§ **Stored entries**:
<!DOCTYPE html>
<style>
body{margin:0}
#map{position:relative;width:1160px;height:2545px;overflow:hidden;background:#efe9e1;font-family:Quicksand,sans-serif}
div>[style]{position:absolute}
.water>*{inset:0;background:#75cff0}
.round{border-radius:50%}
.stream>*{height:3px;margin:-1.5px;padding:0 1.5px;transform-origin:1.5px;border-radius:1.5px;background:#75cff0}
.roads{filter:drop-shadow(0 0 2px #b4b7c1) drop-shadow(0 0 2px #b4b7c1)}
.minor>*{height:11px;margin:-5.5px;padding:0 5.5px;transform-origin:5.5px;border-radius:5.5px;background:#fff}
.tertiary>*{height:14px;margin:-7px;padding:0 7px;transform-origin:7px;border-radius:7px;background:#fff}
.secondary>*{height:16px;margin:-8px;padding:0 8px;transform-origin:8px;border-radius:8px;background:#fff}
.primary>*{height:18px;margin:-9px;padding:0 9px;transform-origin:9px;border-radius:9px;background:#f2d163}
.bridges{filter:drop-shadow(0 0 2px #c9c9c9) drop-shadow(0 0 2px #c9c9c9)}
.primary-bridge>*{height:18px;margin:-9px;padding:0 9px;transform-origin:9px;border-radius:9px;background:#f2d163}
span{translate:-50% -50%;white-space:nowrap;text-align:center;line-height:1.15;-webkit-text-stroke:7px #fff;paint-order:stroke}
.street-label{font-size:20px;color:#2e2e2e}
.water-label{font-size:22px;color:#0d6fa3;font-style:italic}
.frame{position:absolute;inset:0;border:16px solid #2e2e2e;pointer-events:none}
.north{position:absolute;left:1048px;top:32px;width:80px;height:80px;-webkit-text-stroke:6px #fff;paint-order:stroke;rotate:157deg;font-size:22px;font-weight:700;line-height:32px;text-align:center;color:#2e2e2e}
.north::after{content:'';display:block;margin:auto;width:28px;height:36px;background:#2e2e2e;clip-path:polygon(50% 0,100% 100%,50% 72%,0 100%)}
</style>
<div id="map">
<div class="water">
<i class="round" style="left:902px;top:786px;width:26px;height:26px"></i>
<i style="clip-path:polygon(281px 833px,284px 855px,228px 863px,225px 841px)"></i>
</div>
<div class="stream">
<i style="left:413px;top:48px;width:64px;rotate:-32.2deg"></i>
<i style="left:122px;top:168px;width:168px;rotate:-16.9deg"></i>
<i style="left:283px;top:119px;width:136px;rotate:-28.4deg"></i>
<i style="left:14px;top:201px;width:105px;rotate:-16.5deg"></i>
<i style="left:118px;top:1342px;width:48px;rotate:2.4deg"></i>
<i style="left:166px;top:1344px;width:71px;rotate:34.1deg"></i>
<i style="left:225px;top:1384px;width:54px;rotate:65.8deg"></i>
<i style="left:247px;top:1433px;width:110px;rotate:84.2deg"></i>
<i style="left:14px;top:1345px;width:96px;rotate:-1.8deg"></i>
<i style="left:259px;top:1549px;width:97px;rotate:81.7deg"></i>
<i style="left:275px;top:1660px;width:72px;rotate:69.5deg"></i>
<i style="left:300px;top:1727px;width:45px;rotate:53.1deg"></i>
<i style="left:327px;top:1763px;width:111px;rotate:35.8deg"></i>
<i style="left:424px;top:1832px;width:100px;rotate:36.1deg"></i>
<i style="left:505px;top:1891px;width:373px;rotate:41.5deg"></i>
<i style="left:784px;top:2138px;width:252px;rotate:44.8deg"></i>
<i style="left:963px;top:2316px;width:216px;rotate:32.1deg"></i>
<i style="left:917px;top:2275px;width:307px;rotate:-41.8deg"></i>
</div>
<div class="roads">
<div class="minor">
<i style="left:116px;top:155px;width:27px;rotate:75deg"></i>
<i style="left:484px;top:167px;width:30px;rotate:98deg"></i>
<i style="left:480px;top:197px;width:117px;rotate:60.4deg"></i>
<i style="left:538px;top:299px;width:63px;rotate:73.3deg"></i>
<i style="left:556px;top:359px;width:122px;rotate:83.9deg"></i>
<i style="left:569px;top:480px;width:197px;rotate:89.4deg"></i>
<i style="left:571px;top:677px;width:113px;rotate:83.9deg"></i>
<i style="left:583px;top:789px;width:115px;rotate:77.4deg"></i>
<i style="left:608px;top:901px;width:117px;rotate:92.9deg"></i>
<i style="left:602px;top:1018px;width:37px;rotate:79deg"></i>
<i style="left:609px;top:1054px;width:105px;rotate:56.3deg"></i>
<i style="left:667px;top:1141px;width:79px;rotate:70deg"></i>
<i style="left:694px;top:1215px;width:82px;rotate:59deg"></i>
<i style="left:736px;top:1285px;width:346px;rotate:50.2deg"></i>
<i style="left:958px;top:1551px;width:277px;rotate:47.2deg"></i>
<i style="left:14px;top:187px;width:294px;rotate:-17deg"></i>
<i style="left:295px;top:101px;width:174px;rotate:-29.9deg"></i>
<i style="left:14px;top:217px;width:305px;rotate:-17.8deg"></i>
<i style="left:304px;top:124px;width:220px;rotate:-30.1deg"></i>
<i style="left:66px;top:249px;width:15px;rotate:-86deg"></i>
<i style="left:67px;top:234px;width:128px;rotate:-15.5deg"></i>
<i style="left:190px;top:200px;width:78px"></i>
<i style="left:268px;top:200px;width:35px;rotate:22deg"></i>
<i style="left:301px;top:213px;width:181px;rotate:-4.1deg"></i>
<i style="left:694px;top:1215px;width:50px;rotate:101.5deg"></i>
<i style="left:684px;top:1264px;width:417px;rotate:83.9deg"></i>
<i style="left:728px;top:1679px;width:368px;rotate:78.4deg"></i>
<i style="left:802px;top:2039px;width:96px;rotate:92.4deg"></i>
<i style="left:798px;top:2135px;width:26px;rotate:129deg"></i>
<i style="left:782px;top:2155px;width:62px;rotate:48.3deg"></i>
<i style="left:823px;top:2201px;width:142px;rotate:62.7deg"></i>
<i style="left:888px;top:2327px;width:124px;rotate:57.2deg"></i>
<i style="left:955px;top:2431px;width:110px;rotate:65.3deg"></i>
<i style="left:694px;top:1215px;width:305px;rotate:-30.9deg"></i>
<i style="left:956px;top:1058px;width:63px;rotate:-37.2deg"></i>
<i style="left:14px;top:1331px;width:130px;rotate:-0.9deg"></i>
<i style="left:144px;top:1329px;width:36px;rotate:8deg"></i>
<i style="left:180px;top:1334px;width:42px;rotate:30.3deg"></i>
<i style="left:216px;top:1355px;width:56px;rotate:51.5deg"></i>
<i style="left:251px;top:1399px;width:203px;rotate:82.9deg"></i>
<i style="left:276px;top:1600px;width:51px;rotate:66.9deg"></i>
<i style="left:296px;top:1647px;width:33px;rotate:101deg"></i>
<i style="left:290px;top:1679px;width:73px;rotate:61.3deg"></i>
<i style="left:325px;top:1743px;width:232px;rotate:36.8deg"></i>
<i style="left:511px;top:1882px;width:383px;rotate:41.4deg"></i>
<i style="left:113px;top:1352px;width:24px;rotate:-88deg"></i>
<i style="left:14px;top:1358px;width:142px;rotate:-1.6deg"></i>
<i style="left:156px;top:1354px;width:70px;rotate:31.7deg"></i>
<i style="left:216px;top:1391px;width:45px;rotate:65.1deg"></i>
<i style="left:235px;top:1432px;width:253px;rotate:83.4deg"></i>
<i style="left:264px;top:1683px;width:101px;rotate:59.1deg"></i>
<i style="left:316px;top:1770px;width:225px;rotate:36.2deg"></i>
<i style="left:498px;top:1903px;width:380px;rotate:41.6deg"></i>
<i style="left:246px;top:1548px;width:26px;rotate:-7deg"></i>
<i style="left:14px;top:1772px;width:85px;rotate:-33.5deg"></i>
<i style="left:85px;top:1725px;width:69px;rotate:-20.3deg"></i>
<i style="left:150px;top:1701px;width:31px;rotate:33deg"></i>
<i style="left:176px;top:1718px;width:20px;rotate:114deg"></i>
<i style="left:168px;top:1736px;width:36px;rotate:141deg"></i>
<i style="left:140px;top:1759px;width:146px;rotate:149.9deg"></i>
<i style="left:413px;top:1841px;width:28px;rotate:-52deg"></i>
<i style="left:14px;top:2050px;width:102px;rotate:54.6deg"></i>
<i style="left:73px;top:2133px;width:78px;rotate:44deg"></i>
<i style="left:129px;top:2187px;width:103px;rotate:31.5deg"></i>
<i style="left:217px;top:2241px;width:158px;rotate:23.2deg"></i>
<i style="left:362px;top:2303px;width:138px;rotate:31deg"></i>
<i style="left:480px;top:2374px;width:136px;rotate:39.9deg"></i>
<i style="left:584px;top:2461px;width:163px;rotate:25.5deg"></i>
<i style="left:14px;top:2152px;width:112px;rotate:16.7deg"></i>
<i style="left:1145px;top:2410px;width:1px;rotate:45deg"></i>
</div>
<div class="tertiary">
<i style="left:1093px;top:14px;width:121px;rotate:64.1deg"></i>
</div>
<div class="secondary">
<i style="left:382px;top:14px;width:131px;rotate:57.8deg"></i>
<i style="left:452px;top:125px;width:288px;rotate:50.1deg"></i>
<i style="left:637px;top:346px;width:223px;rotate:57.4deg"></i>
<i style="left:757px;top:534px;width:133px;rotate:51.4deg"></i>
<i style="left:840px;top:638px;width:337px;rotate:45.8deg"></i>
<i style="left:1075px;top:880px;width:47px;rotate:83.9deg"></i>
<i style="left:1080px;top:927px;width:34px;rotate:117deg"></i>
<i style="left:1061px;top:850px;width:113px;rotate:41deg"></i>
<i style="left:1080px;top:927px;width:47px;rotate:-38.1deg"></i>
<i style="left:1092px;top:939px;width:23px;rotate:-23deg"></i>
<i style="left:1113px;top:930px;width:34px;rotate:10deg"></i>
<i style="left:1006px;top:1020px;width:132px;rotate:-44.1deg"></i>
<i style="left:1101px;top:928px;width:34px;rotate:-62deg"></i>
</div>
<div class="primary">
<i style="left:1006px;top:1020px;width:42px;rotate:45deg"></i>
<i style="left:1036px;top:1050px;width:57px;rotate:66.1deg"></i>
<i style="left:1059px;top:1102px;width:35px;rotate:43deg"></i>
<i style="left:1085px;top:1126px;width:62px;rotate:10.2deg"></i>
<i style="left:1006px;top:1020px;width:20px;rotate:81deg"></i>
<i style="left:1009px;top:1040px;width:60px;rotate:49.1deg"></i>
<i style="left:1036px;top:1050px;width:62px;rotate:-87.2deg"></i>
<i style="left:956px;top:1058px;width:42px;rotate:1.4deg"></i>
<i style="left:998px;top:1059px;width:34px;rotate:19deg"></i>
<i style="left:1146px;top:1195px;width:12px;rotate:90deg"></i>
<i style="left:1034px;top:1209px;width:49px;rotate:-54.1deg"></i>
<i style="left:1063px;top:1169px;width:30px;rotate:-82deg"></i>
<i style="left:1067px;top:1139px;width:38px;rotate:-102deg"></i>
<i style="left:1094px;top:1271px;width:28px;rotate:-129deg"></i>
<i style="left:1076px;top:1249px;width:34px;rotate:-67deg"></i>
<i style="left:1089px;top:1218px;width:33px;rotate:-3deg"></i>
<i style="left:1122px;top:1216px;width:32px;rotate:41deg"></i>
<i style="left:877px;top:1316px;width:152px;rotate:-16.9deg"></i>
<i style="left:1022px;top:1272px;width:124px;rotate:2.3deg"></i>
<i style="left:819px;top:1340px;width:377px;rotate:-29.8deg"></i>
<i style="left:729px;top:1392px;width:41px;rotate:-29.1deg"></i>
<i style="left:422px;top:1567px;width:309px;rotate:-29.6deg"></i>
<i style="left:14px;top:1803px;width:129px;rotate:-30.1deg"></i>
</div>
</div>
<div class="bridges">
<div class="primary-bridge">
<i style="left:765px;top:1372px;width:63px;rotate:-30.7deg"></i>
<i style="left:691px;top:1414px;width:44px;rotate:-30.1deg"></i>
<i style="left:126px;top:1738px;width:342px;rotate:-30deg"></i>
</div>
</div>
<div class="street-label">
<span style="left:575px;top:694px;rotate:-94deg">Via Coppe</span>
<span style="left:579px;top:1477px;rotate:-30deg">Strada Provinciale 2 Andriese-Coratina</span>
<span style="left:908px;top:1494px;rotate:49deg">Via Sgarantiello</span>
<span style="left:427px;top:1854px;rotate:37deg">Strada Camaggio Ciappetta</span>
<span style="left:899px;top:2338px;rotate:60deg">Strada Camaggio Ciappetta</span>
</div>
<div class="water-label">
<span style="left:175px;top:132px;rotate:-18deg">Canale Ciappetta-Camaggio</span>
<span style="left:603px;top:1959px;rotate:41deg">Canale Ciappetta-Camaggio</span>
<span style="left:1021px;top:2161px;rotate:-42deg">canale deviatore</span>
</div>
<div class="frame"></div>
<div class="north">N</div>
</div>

§ **Task description**: Of the lines above, copy each one that contains the word "inset".

§ **Exercise answer**:
.water>*{inset:0;background:#75cff0}
.frame{position:absolute;inset:0;border:16px solid #2e2e2e;pointer-events:none}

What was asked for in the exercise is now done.